Photo du candidat RN Thierry Mariani à Pennes-Mirabeau, près de Marseille (région PACA). Nicolas TUCAT / AFP

À quelques jours du premier tour des élections régionales, les sondages mettent en avant la victoire du Rassemblement nationaldans la région Provence-Alpes-Côte d’Azur (PACA). Au-delà du fort enjeu politique pour ce territoire, le scrutin dans cette région est particulièrement crucial à l’échelle nationale.

Rappelons que la région est composée de six départements : Alpes de Haute-Provence, Alpes-Maritimes, Bouches-du-Rhône, Hautes-Alpes, Var, Vaucluse. Elle compte de grandes villes comme Marseille, Nice ou Toulon ou des cités à fort enjeu symbolique ou culturel comme Avignon, Cannes ou Manosque, le pays de Jean Giono. C’est ainsi dans cette région de France, l’une des plus attractives que le Front National (FN) devenu Rassemblement National (RN) a patiemment construit l’une de ses meilleures implantations.

Souvenons-nous de ce fait particulièrement marquant qu’ont été les municipales de 1995 : pour la première fois de son histoire le FN avait ravi trois importantes municipalités, situées en PACA : Toulon, Orange, Marignane à laquelle il faudra rajouter Vitrolles en 1997 gérée par le couple Mégret. Entre dissidence et mauvaise gestion, ces villes ont été perdues par le FN.

Plus récemment, de nouvelles victoires électorales ont eu lieu dans la région notamment aux municipales de 2014 et 2020. Le Rassemblement national a pu compter sur 10 villes en 2014 dont quatre en PACA. Un chiffre non négligeable malgré des dissidences peu après du côté des mairies de Cogolin et de Camaret-sur-Aigues. En 2020, dans un contexte Covid particulier, le RN gagne une grande ville du Sud-ouest, Perpignan, et en PACA il conserve Fréjus et gagne aussi de petites villes du Vaucluse comme Mazan, Bédarrides, Morières-lès-Avignon.

L’ampleur de l’ancrage vis-à-vis de l’échelle nationale

Par ailleurs, le vote RN a été particulièrement marqué en PACA lors du dernier scrutin présidentiel.

Présidentielle 2017 : Les différentiels se situent entre 5 et 10 % pour atteindre les 11 points entre Marine Le Pen et Emmanuel Macron.. V. Martin

Vu en 2017 comme un personnage marqué à gauche, ancien ministre de Manuel Valls sous la présidence de François Hollande, Emmanuel Macron a agi auprès d’un certain électorat de droite comme un repoussoir. Or en PACA, la porosité entre une partie de la droite et le FN est très prégnante ; le parcours de Thierry Mariani a lui seul le prouve.

Thierry Mariani, une tête de liste avantageuse

Ces moments électoraux ont permis au RN de poser les bases de son implantation, de s’assurer de soutiens, de consolider ses réseaux, d’augmenter son personnel politique, d’avoir des salariés, d’attirer plus de bénévoles, de pénétrer le monde associatif et d’asseoir son image notabiliaire.

C’est dans ce contexte que Thierry Mariani, qui a fait toute sa carrière politique à droite (RPR, UMP, LR) est devenu un candidat clef du RN. Après avoir explicitement demandé en 2018 au parti Les Républicains (LR) d’envisager des accords avec le parti de Marine Le Pen, ce natif d’Orange a fini par rejoindre la liste du RN en 2019 pour les élections européennes.

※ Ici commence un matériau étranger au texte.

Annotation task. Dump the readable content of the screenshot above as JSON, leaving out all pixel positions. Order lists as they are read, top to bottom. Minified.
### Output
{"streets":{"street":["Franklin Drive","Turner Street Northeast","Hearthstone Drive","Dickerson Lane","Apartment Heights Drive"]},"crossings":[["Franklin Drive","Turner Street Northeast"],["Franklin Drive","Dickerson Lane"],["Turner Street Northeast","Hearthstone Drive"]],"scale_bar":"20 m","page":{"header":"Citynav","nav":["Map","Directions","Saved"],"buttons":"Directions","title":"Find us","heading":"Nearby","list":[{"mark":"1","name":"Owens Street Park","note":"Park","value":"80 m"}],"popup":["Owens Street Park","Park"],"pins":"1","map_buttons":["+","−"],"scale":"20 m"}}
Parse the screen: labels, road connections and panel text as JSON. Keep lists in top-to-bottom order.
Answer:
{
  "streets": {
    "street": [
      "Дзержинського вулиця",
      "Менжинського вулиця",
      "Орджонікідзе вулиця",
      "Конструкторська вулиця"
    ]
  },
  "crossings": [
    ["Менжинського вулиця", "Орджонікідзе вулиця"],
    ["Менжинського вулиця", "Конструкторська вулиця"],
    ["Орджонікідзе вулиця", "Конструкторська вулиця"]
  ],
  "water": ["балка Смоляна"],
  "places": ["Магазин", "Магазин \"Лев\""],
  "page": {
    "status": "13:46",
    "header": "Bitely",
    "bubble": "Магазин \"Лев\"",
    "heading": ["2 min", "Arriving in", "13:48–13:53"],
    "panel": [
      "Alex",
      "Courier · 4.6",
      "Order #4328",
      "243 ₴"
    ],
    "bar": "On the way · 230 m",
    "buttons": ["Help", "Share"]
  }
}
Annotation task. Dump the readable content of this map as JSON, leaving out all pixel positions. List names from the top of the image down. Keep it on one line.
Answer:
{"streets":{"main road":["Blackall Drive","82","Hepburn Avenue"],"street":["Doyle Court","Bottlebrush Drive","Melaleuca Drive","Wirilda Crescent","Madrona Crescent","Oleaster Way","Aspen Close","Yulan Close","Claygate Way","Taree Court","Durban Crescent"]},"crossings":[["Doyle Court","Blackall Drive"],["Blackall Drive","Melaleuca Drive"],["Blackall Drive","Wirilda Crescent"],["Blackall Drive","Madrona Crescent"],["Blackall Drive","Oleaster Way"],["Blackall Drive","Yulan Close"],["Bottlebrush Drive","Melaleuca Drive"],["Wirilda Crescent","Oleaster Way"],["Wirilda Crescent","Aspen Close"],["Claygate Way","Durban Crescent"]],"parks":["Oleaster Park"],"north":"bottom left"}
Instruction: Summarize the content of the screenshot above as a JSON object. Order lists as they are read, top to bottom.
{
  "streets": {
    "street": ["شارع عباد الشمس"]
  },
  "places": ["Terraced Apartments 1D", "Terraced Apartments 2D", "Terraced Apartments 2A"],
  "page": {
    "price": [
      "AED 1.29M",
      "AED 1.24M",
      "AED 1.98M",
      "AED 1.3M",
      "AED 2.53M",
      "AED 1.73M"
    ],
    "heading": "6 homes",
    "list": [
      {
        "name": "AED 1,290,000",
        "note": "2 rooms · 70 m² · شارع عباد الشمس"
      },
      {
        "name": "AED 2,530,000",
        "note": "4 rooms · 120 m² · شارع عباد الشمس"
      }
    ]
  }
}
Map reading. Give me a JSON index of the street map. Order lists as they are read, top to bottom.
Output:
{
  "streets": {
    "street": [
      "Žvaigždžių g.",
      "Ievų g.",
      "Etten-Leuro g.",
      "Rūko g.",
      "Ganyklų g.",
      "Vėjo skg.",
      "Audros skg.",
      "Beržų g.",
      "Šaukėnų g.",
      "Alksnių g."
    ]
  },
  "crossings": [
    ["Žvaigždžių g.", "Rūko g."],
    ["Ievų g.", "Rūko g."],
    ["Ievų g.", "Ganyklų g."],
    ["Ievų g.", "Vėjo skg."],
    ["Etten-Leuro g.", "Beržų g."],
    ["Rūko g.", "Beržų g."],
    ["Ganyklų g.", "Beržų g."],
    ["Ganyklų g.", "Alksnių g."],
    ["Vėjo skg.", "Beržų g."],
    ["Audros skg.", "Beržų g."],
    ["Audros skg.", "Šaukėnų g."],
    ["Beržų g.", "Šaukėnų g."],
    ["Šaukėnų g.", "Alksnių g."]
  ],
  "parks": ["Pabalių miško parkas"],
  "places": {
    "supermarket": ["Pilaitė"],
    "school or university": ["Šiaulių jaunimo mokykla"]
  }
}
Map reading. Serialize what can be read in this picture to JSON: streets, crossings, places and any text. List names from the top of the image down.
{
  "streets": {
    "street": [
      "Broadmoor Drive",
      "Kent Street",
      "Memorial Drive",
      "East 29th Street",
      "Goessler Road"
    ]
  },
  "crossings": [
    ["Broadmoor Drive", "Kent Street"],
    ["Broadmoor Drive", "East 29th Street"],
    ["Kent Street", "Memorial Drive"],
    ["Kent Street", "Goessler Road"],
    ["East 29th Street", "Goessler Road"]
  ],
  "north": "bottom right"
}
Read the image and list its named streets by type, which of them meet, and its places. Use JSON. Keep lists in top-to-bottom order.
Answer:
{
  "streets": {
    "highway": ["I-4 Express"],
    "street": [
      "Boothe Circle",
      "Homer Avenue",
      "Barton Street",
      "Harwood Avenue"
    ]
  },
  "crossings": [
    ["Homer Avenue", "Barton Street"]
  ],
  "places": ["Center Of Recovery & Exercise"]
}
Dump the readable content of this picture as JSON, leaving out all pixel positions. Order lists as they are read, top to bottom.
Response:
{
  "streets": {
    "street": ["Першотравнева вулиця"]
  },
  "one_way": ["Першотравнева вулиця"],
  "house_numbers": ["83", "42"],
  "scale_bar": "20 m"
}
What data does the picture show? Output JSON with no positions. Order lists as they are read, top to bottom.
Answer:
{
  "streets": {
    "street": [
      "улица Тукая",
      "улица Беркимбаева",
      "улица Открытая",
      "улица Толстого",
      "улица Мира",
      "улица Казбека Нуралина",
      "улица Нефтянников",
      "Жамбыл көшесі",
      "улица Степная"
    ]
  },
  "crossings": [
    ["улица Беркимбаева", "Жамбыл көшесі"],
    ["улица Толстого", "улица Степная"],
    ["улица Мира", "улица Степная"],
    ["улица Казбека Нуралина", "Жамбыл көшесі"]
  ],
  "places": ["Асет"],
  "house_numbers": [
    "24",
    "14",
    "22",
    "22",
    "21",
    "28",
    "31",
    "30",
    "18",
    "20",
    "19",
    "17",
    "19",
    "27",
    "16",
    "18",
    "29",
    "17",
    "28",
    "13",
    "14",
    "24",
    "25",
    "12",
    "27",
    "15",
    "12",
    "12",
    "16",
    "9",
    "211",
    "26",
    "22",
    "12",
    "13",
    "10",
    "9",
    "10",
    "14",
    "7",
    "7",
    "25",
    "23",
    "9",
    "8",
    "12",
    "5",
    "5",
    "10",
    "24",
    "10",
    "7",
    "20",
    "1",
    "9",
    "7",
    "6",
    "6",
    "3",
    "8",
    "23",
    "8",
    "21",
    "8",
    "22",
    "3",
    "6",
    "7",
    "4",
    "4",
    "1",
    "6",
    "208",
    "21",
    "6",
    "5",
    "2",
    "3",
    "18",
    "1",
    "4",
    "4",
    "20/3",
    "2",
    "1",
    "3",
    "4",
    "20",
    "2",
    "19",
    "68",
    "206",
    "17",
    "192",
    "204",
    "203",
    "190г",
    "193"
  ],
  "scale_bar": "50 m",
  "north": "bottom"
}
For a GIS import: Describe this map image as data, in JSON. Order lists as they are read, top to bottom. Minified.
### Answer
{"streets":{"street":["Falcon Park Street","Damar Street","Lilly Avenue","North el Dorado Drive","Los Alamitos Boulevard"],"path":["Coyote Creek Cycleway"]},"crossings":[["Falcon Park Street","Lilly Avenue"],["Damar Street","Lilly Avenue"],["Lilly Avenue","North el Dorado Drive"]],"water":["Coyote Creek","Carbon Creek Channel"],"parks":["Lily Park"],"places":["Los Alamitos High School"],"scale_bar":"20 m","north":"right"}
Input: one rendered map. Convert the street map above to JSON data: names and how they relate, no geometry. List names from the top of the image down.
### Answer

Jean‑Paul Garraud (à droite) et Thierry Mariani (gauche), anciennement membres du parti Les Républicains, annoncent rejoindre les listes RN lors des élections européennes de mai 2019. Bertrand Guay/AFP

Le parcours de ce candidat est révélateur des nombreux mouvements de certaines personnalités issues de la droite classique, comme Laurent Wauquiez par exemple dont certains dans son camp ont souligné l’ambiguïté à l’égard du RN.

Thierry Mariani est connu et bien ancré dans la région notamment du côté du Vaucluse : il a été longtemps conseiller général du département et maire de Valréas. À partir des années 90, il est conseiller régional de PACA puis ministre des Transports sous François Fillon lors de la présidence de Nicolas Sarkozy.

Cette tête de liste offre aussi et surtout au RN un vernis notabiliaire en participant à l’entreprise de dédiabolisation initiée par Marine Le Pen depuis son arrivée à la présidence du parti en 2011 lors du congrès de Tours.

Par sa seule présence, il confirme la politiquee Marine Le Pen et contribue à ne plus faire du vote FN/RN un tabou ou un repoussoir.

La région PACA, terre d’alliances favorable au RN

Le vote en faveur du RN est par ailleurs solidement et historiquement implanté en PACA depuis le milieu des années 80.

En 1984, lors de l’explosion électorale du parti lepéniste aux élections européennes, le FN recueille 11,2 % des suffrages exprimés en France ; dans la région du Sud-est, il atteint déjà plus de 19 points. Deux, ans après lors d’élections législatives en 1986, le FN obtient un score de 19,96 % en PACA, alors qu’il n’est qu’à 9,7 % sur l’ensemble de la France.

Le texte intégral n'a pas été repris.